What the exercise asks
Search the data for the string "above" and copy each line where it turns up.

Provided information
###

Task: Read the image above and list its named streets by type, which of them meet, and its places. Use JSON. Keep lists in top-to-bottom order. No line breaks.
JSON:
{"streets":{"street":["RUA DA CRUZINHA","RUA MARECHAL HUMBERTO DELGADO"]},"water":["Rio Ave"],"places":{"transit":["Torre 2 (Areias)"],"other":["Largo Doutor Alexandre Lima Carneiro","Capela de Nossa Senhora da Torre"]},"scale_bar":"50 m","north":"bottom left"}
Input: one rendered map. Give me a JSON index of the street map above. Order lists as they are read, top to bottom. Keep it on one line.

###

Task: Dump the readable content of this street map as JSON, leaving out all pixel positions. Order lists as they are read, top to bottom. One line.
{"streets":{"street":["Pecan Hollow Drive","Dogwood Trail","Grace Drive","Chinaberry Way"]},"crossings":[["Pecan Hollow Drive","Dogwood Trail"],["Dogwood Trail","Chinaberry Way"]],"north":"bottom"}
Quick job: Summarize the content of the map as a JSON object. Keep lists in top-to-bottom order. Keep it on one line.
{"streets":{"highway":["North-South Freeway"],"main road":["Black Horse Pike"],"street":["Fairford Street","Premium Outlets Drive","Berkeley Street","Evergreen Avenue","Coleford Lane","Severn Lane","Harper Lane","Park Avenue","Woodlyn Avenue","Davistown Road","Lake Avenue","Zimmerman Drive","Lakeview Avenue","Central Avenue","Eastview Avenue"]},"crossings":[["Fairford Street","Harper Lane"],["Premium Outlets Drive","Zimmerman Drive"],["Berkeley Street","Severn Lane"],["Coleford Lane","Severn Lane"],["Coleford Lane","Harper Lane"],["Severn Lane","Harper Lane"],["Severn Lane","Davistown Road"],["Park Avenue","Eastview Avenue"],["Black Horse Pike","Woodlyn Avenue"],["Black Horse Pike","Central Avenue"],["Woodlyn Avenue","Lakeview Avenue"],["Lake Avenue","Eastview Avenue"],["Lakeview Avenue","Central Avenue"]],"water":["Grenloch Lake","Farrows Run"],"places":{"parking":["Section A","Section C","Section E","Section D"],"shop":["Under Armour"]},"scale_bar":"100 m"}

###

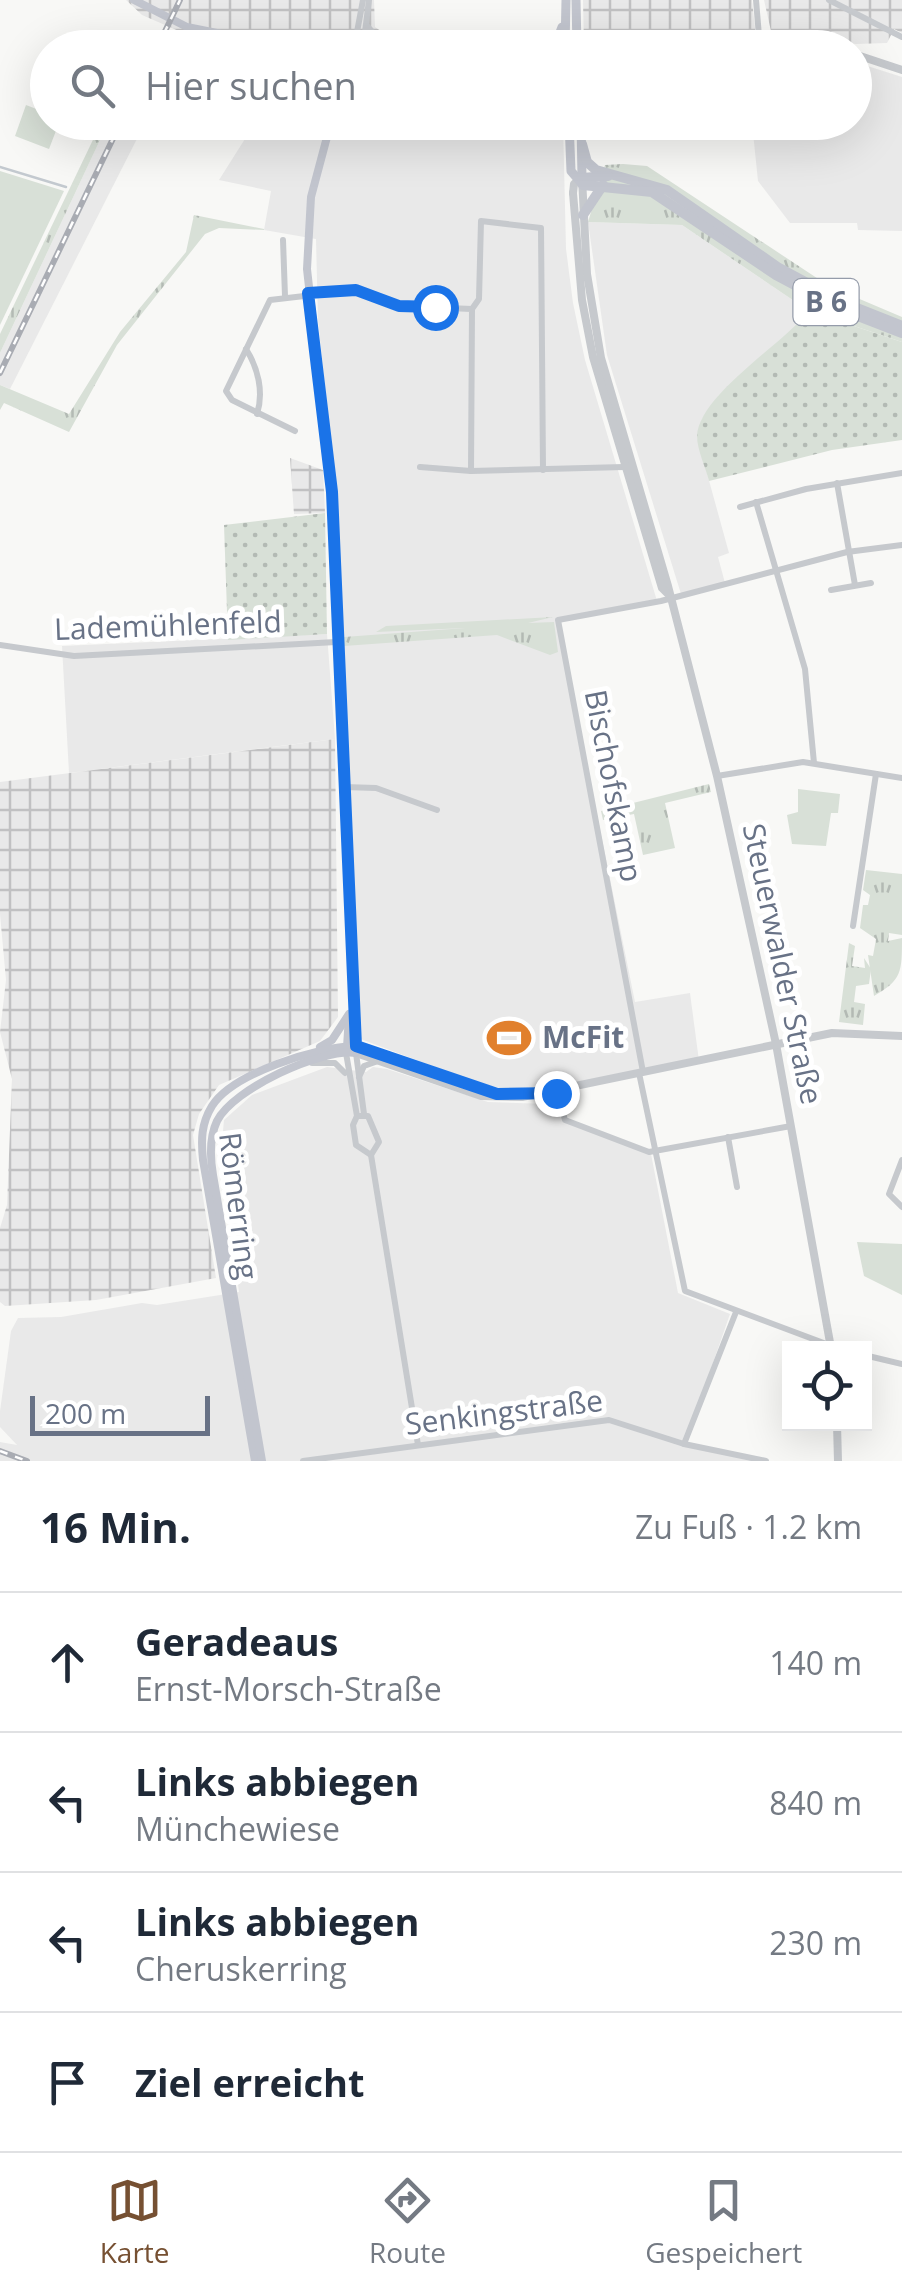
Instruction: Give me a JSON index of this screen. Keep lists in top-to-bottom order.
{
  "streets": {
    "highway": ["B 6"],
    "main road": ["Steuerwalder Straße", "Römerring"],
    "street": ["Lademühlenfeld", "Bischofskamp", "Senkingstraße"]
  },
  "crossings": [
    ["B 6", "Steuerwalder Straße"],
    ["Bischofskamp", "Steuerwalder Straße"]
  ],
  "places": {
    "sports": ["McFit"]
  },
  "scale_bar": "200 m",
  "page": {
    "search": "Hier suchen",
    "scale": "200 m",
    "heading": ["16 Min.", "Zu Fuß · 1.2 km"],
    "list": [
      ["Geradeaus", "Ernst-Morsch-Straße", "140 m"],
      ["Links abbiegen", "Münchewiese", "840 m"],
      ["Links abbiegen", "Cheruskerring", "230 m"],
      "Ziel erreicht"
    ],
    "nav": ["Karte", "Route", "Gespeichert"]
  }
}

###

Result of the task
Task: Read the image above and list its named streets by type, which of them meet, and its places. Use JSON. Keep lists in top-to-bottom order. No line breaks.
Input: one rendered map. Give me a JSON index of the street map above. Order lists as they are read, top to bottom. Keep it on one line.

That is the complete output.